Monday, November 06, 2006

The Mommy Box

Bitch Ph.D. wrote yesterday about "opting out". This topic is near and dear to my heart, as you can see in my earlier posts.

I opted out four years ago, closing my reasonably successful part-time consulting business after six years. I was tired, literally and figuratively, of having my work treated like a hobby by my family except when payday came along. I felt like I wasn't doing anything really well. Everything I did was mediocre because I was spread too thin.

The irony is that I never planned to get married, let alone have children. Children used to scare me -- they still do sometimes unless they're mine -- and I couldn't imagine my only-child set-in-my-ways self living with anyone else. If I married at all, I was going to make sure it was to someone who was willing to do the cleaning and cooking -- especially the cooking. I was going to be a career woman, period.

But then reality set in. I worked in the computer industry for eight years, during which I saw just how incompetent and unfair management could be, how they rewarded political bullshit and ignored good work. I enjoyed my work, but I didn't enjoy the environment. In a word, I was disillusioned. At the same time, I was tired of living alone, and I was dating my best friend. We got married and bought our dream house. I kept my lousy job and finished my masters degree on the company's dime.

Four years into the marriage, I started a consulting business. I worked at a university for a while, which I loved, but which was an hour commute each way. Again, I loved the work, this time I enjoyed the environment very much, but the commute was more than I could handle. And I didn't want to move closer to the city. Plus, I was pregnant and determined not to put my child in day care.

What I didn't realize was how hard it would be to be true to myself and available to my family at the same time. I thought my husband would back me up on my career as he had before we had children, but alarm bells should have gone off when his reaction to my proposed business was, "I don't think you can do it." Once we had children, he put me in the "mommy box", where my role was to care for the children, clean the house, and pay attention to him, the primary breadwinner, then maybe get some work done in my "spare time". He thought my work time was leisure time for me, and that I could keep the business running by working an hour a day.

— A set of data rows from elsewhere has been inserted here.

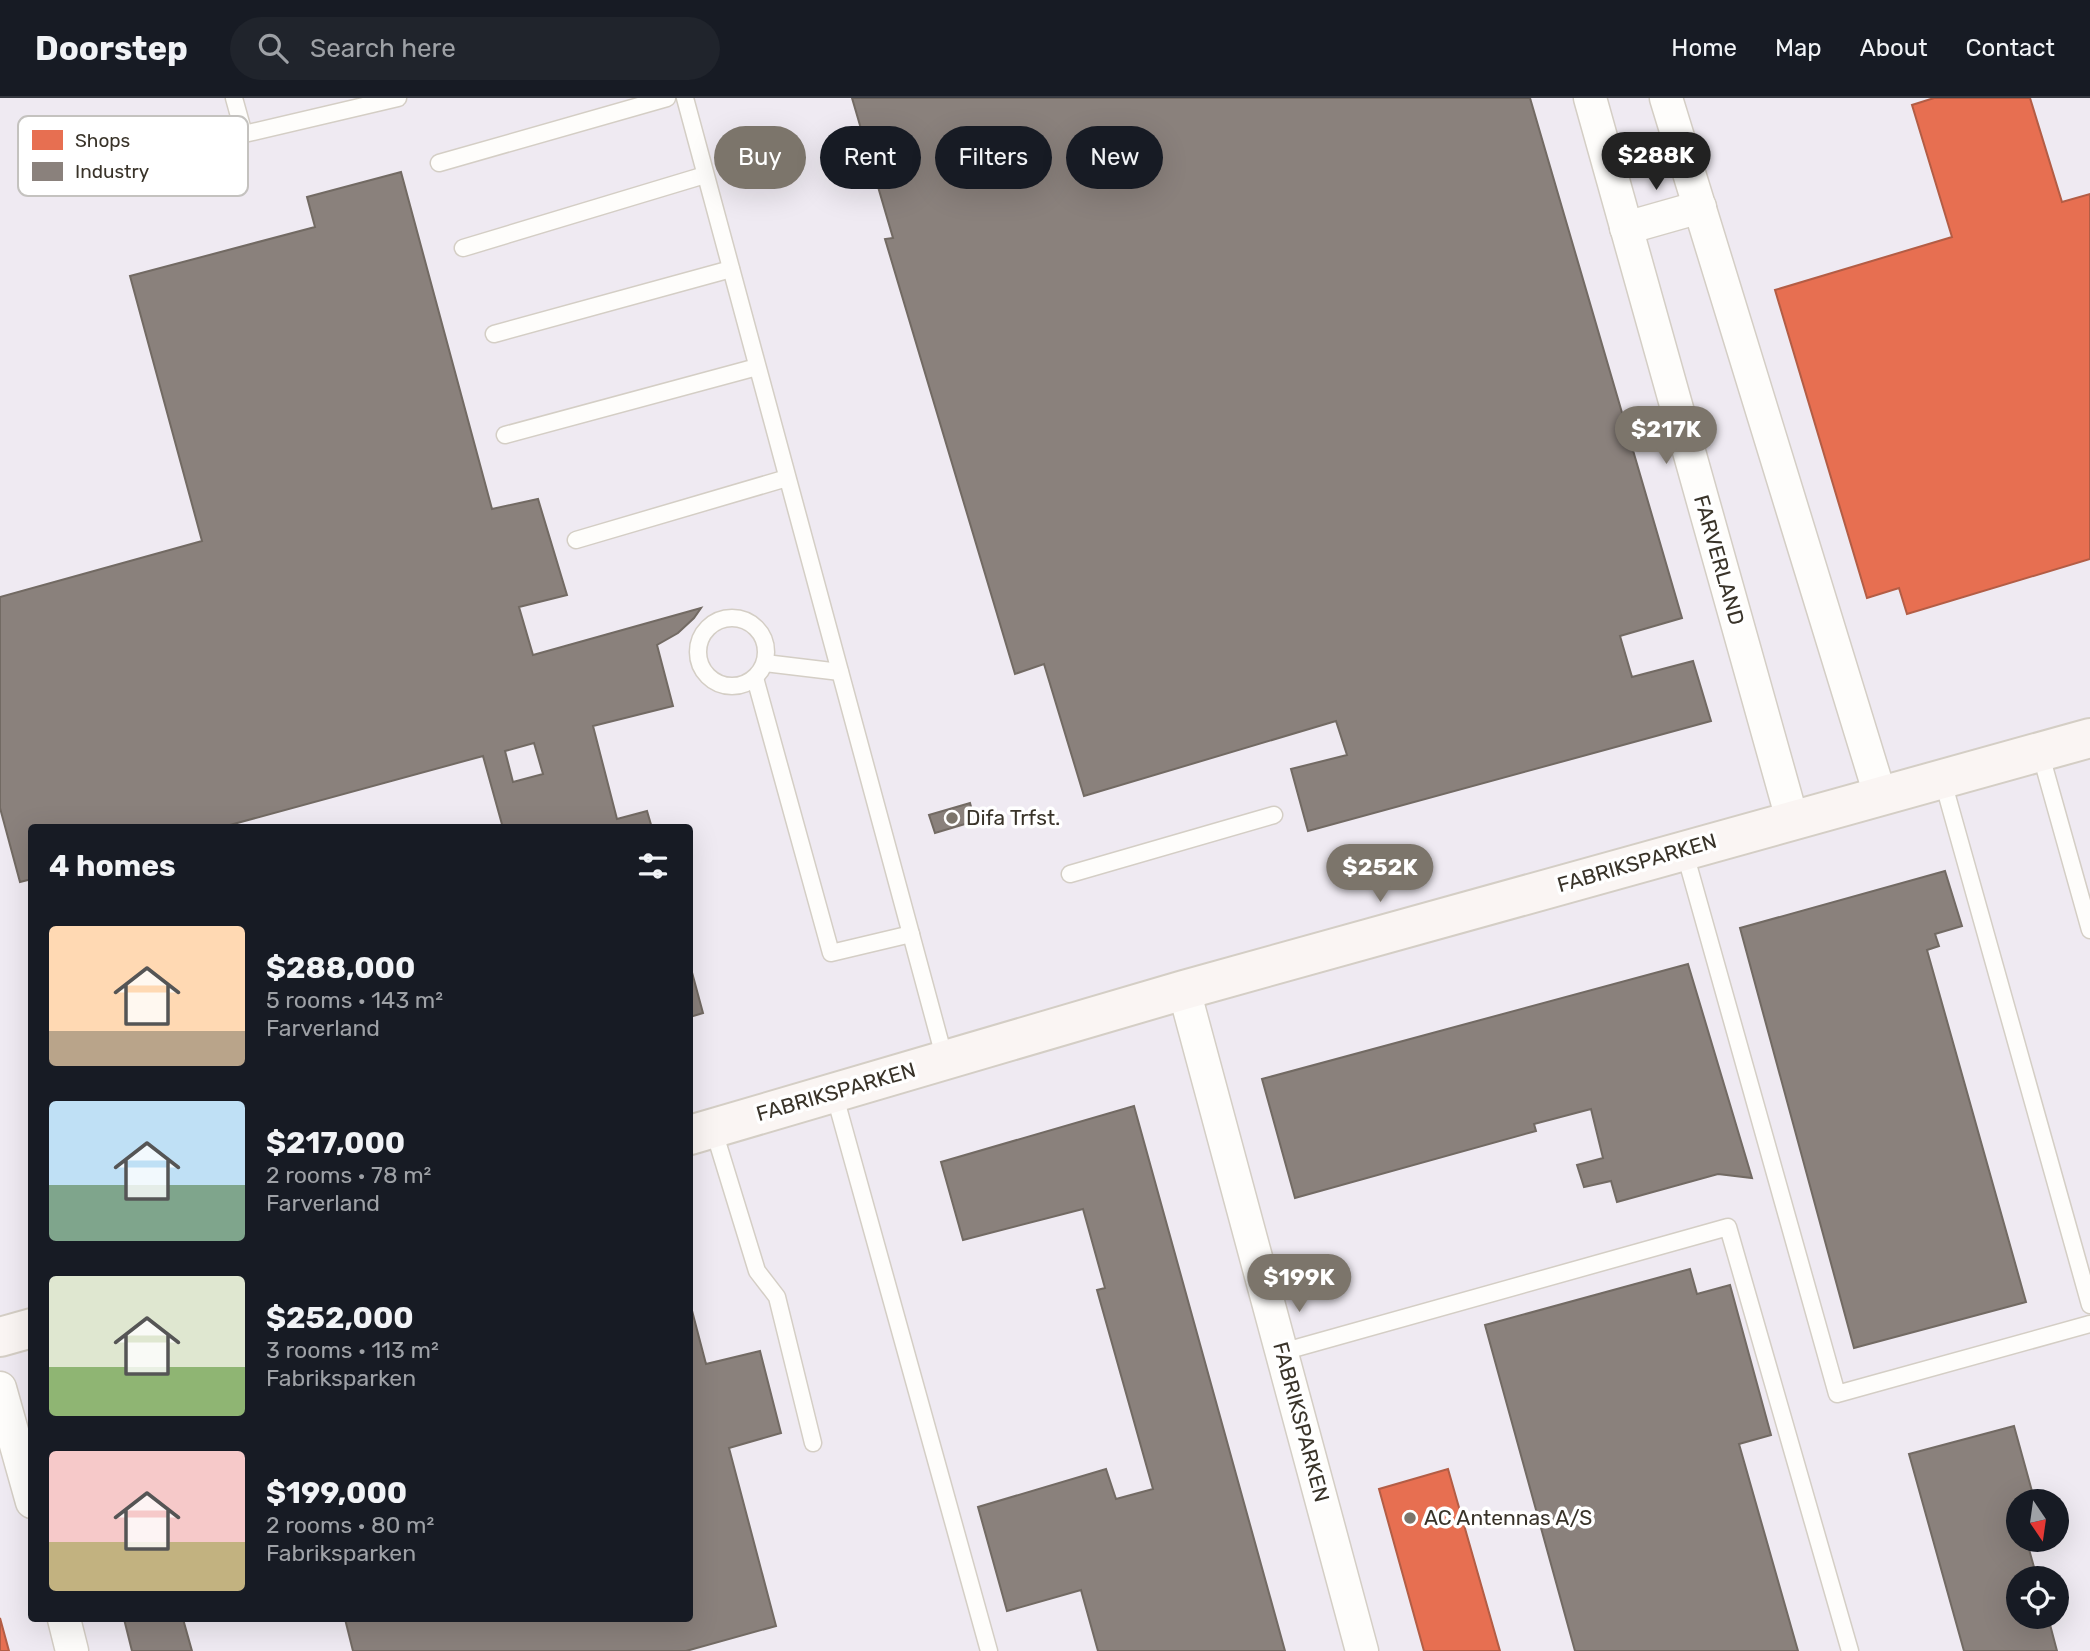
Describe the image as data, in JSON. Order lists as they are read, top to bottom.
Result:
{
  "streets": {
    "street": ["FARVERLAND", "FABRIKSPARKEN"]
  },
  "crossings": [
    ["FARVERLAND", "FABRIKSPARKEN"]
  ],
  "places": ["Difa Trfst.", "AC Antennas A/S"],
  "legend": ["Shops", "Industry"],
  "north": "bottom",
  "page": {
    "header": "Doorstep",
    "search": "Search here",
    "nav": [
      "Home",
      "Map",
      "About",
      "Contact"
    ],
    "chip": [
      "Buy",
      "Rent",
      "Filters",
      "New"
    ],
    "price": [
      "$288K",
      "$217K",
      "$252K",
      "$199K"
    ],
    "heading": "4 homes",
    "list": [
      {
        "name": "$288,000",
        "note": "5 rooms · 143 m² · Farverland"
      },
      {
        "name": "$217,000",
        "note": "2 rooms · 78 m² · Farverland"
      },
      {
        "name": "$252,000",
        "note": "3 rooms · 113 m² · Fabriksparken"
      },
      {
        "name": "$199,000",
        "note": "2 rooms · 80 m² · Fabriksparken"
      }
    ]
  }
}
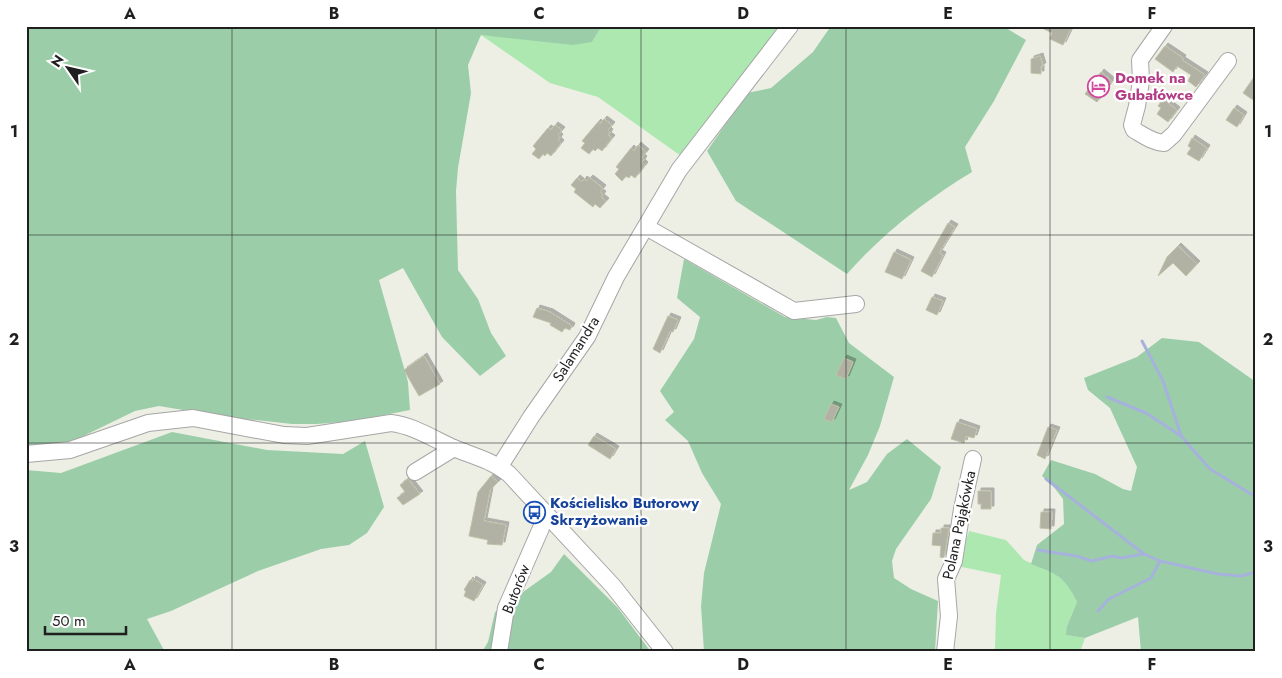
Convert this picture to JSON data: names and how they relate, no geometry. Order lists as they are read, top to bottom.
{
  "streets": {
    "street": ["Salamandra", "Polana Pająkówka", "Butorów"]
  },
  "places": {
    "hotel": ["Domek na Gubałówce"],
    "bus stop": ["Kościelisko Butorowy Skrzyżowanie"]
  },
  "scale_bar": "50 m",
  "north": "top left",
  "grid": {
    "columns": [
      "A",
      "B",
      "C",
      "D",
      "E",
      "F"
    ],
    "rows": ["1", "2", "3"]
  }
}
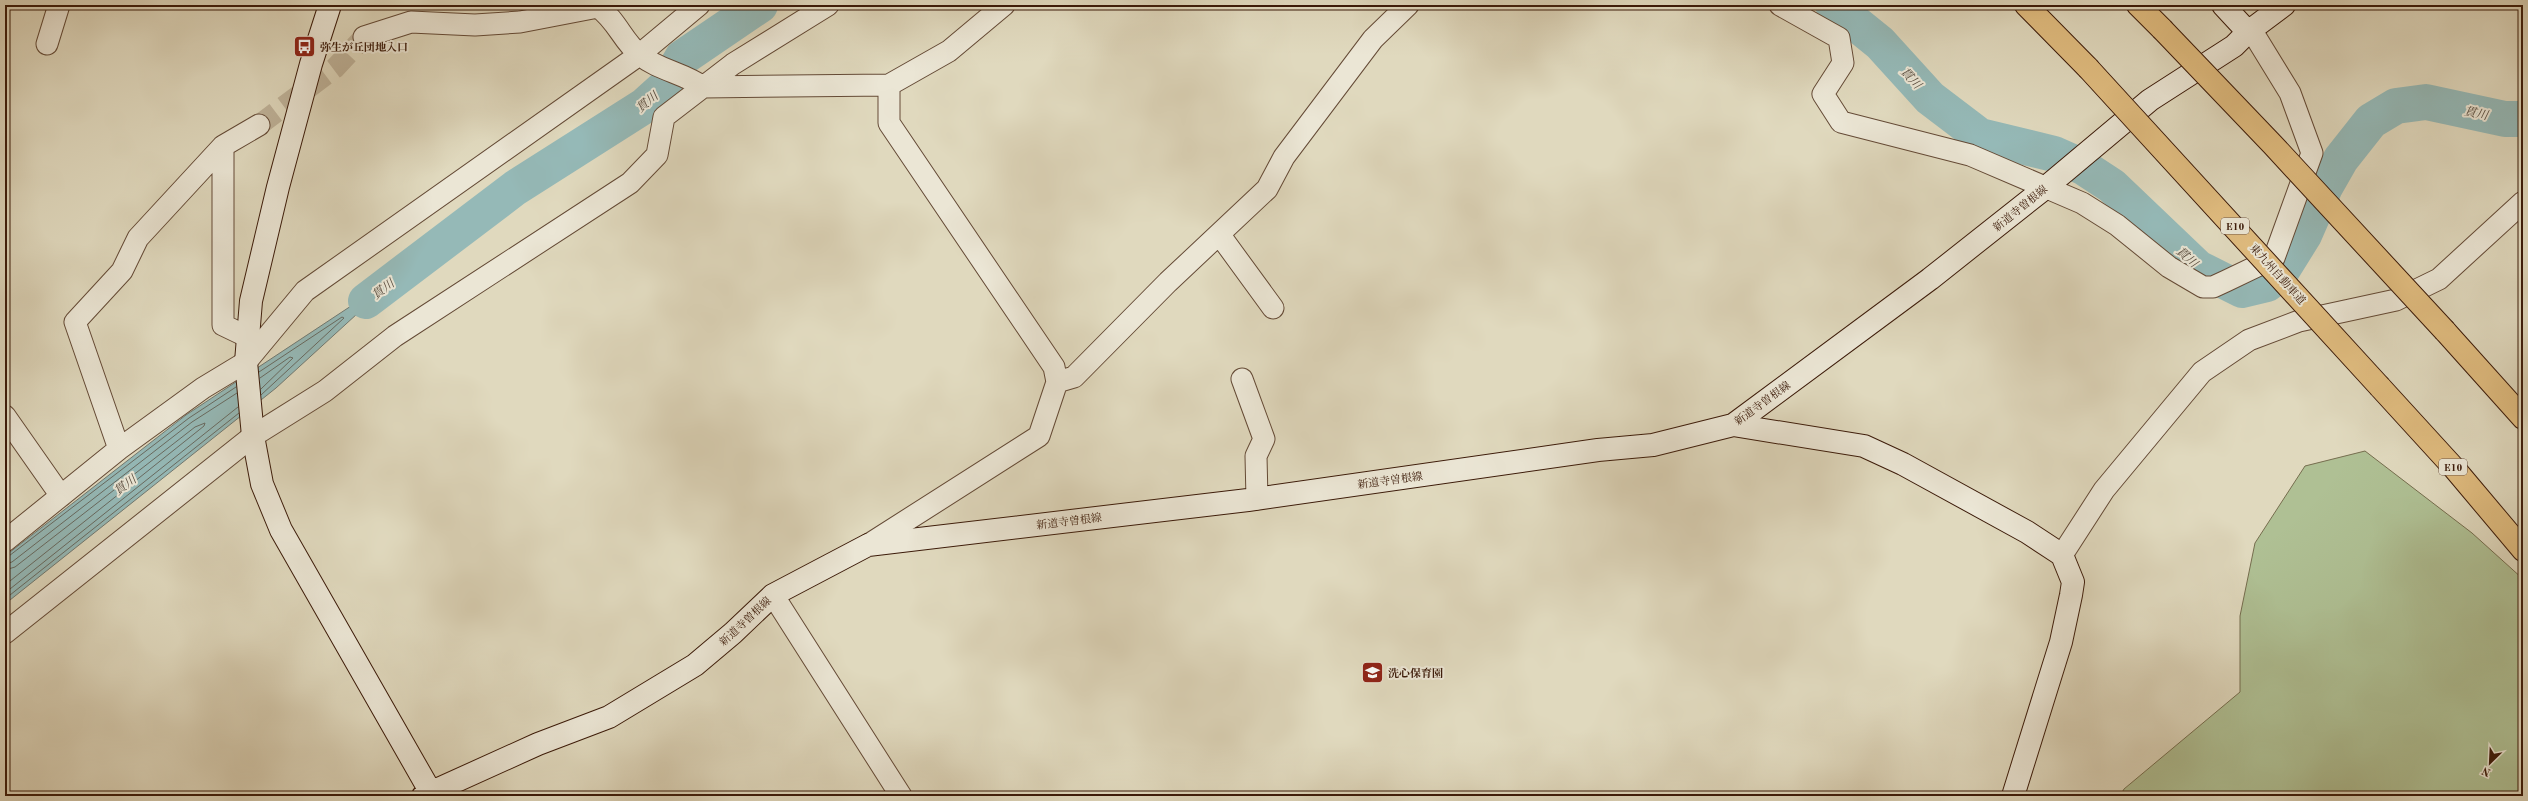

Now, I saw in the comments to Dr. B.'s post that one should avoid marrying someone who isn't supportive. I'm not so sure it's that easy. My husband supported my career and my musical hobbies until we had children. Then he expected me to give up everything in favor of parenting, an attitude that completely blindsided me. When I first joined my choir, there was another member of my section who missed rehearsals a lot because, as everyone knew, her husband resented her time away from the family. I remember thinking to my unmarried self, how could you marry someone like that, someone who doesn't support something that's so important to you? Well, I found out. Seven years later, I found myself in the exact same position, on the receiving end of lectures on how much time I spent singing, away from the family, from the man who never missed a concert before we were married.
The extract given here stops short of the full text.